March 25, 2011
Cast: Emily Browning, Abbie Cornish, Jena Malone, Jamie Chung, Vanessa Hudgens, Carla Gugino, Oscar Issac, John Hamm
Director: Zack Snyder
Sucker Punch, the ambitious new film from Zack Snyder, director of such visually inventive works as 300 and Watchmen, feels as much like a computer game as it does a music video and a comic book. Mixing fantasy with reality, it tells the story of a 20-year-old girl Baby Doll (played by Emily Browning) who is packed off to a mental asylum by her evil stepfather, where she will soon be lobotomized. There she envisions herself in a brothel, where she mentally escapes into yet another fantasy during her dance numbers.
The film is many things all at once, and it helps to go in with an open mind and a willingness to suspend disbelief.
The inmates at this institution for disturbed girls are all pouty and sexy and have names like Sweet Pea, Rocket, Amber and Blondie. Baby Doll enlists four of them to break out of this asylum/brothel; and to secure the tools needed to run away from their grim reality, the girls enter imaginary worlds where they dress provocatively and slay dragons, fight samurai robots and shoot down World War I zombies.
The action scenes are undeniably cool to look at, and Snyder employs the fanciest CGI to realize his bold vision. But the plot, as I warned you earlier, is likely to leave you scratching your head. On the one hand you could argue that a film like Sucker Punch exemplifies exactly what’s wrong with the movies today – it’s an expensive, nonsensical video-game. On the other, there will be fans who’ll embrace it for its sheer bravura and for the fact that it doesn’t bow to convention.
Personally I enjoyed the film for its blazing originality and for the ‘fun’ element Snyder brought to the action sequences. I also think it’s interesting how he objectifies these girls by putting them into these scanty outfits, only to empower them in a sense.

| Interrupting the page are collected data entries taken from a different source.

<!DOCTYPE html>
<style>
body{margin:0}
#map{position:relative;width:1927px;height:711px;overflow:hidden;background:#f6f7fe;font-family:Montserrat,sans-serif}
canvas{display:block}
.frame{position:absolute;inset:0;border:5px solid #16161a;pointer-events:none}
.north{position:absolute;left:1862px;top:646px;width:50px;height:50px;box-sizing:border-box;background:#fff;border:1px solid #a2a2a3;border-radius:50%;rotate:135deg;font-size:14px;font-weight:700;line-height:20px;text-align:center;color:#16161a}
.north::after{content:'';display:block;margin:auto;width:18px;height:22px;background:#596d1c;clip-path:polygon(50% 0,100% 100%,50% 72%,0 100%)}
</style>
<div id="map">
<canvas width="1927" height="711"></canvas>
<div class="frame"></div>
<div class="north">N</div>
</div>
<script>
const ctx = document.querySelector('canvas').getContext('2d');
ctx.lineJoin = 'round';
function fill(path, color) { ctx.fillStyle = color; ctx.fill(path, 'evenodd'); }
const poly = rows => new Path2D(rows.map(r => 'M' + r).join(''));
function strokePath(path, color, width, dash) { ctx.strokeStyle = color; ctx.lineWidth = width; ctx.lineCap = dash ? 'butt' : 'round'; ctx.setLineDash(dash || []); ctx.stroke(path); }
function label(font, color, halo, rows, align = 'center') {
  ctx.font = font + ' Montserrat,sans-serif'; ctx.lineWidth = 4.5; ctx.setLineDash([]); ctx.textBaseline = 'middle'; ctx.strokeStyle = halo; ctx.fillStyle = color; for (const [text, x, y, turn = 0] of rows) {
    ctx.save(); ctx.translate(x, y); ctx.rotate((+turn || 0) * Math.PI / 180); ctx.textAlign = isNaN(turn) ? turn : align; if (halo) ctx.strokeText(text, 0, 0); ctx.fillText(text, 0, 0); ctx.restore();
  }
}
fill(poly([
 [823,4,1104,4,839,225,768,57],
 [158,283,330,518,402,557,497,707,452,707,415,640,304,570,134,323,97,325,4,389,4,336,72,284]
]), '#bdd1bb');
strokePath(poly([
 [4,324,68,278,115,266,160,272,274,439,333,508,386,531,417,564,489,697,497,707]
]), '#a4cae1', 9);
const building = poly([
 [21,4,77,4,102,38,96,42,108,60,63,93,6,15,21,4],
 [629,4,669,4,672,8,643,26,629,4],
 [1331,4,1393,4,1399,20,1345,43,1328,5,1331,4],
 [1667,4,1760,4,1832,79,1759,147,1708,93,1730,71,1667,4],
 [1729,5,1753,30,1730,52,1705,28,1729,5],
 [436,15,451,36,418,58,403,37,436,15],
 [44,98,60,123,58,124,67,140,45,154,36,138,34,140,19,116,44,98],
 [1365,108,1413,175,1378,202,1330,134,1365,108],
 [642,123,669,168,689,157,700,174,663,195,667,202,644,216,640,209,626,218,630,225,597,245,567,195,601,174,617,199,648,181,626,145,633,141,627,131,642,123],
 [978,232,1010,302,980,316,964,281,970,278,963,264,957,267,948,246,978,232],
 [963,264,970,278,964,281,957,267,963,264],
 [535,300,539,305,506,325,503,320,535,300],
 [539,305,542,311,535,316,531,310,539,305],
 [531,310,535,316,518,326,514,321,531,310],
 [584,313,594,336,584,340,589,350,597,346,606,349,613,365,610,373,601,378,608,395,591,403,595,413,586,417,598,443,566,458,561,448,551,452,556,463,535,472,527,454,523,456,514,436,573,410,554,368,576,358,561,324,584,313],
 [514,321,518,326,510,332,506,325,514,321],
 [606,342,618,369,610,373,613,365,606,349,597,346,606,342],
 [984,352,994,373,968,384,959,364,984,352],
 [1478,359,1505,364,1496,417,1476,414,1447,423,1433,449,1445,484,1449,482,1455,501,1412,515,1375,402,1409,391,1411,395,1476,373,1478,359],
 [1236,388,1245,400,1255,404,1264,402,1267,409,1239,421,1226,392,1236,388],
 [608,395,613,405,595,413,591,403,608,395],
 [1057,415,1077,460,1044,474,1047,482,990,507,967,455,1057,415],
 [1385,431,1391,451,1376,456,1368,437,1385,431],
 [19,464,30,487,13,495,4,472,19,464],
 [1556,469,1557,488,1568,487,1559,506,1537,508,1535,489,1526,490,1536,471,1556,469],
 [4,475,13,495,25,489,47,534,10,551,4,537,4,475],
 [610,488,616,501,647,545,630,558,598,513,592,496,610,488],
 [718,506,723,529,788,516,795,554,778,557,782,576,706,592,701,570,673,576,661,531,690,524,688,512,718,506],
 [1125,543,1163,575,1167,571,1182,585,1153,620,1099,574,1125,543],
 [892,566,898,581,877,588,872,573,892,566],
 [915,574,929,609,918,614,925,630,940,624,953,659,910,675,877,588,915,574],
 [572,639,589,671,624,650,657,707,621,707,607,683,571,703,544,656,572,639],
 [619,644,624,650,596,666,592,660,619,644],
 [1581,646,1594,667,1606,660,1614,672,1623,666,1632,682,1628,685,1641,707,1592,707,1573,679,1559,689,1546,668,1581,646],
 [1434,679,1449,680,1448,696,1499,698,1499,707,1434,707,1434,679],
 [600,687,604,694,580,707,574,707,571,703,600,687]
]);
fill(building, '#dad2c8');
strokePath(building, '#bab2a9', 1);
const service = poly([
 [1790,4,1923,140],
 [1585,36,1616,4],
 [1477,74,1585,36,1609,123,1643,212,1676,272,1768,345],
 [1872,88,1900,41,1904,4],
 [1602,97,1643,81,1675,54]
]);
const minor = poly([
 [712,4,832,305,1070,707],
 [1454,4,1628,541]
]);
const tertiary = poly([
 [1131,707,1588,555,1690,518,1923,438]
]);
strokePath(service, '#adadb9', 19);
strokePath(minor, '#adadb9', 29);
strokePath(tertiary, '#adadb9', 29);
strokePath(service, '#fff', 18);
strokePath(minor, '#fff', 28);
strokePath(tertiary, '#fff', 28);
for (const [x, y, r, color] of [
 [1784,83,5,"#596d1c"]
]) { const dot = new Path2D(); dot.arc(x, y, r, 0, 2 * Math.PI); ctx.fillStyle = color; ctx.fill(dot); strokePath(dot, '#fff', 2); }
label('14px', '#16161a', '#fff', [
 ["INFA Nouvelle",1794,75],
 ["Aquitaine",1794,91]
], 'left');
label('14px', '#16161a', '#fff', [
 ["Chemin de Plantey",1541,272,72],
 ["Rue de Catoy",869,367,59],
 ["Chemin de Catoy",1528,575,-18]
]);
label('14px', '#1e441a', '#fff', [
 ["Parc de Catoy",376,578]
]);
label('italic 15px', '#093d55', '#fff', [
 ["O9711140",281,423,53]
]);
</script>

In the end, Sucker Punch is a mash-up of so many genres that I’ll take the same liberty to describe the film – it’s a kind of Charlie’s Angels for the Inception generation. If you’re willing to overlook the clunky dialogue and enjoy it strictly for the spectacle it delivers, you won’t be disappointed. I’m going with three out of five for Zack Snyder’s Sucker Punch. It’s no masterpiece this, but you will be entertained.